From the data below, tally each line that has "Dump" in it, then give that tally without comment.

[Dataset excerpts]

◇ ◇ ◇ ◇ ◇ ◇ ◇

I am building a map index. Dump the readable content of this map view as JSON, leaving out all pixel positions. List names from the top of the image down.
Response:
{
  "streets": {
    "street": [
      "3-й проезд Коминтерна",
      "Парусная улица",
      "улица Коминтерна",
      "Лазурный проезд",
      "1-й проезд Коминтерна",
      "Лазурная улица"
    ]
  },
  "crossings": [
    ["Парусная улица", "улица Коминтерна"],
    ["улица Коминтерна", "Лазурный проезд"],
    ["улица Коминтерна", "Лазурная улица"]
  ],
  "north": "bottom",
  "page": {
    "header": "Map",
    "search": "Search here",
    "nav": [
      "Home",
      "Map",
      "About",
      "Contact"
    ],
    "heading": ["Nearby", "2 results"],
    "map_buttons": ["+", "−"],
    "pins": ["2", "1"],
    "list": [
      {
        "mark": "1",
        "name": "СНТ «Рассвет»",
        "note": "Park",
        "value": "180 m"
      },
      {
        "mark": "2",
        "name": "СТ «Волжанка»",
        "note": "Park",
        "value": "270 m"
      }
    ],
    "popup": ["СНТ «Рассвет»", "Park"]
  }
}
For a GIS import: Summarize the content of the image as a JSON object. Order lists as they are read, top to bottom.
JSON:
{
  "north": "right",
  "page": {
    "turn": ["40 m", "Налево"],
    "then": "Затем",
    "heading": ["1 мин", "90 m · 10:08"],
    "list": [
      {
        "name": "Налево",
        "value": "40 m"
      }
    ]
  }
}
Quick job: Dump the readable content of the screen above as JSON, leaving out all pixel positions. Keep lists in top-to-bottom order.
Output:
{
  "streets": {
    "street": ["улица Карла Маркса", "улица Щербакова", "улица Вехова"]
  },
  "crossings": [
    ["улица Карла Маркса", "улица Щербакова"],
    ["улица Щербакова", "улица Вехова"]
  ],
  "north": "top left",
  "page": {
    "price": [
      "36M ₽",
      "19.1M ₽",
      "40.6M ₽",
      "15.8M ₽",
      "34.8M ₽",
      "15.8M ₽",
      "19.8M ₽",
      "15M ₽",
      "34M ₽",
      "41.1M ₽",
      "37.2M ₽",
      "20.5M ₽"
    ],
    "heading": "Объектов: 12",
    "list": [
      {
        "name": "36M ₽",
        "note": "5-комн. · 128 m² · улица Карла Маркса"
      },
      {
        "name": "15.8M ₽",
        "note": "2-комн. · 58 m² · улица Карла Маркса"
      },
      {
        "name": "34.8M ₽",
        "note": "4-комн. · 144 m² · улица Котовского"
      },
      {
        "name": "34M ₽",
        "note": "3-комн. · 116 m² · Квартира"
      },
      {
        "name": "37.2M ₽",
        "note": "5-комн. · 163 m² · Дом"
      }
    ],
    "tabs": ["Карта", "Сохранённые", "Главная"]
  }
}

◇ ◇ ◇ ◇ ◇ ◇ ◇

■ Solution to the exercise:
2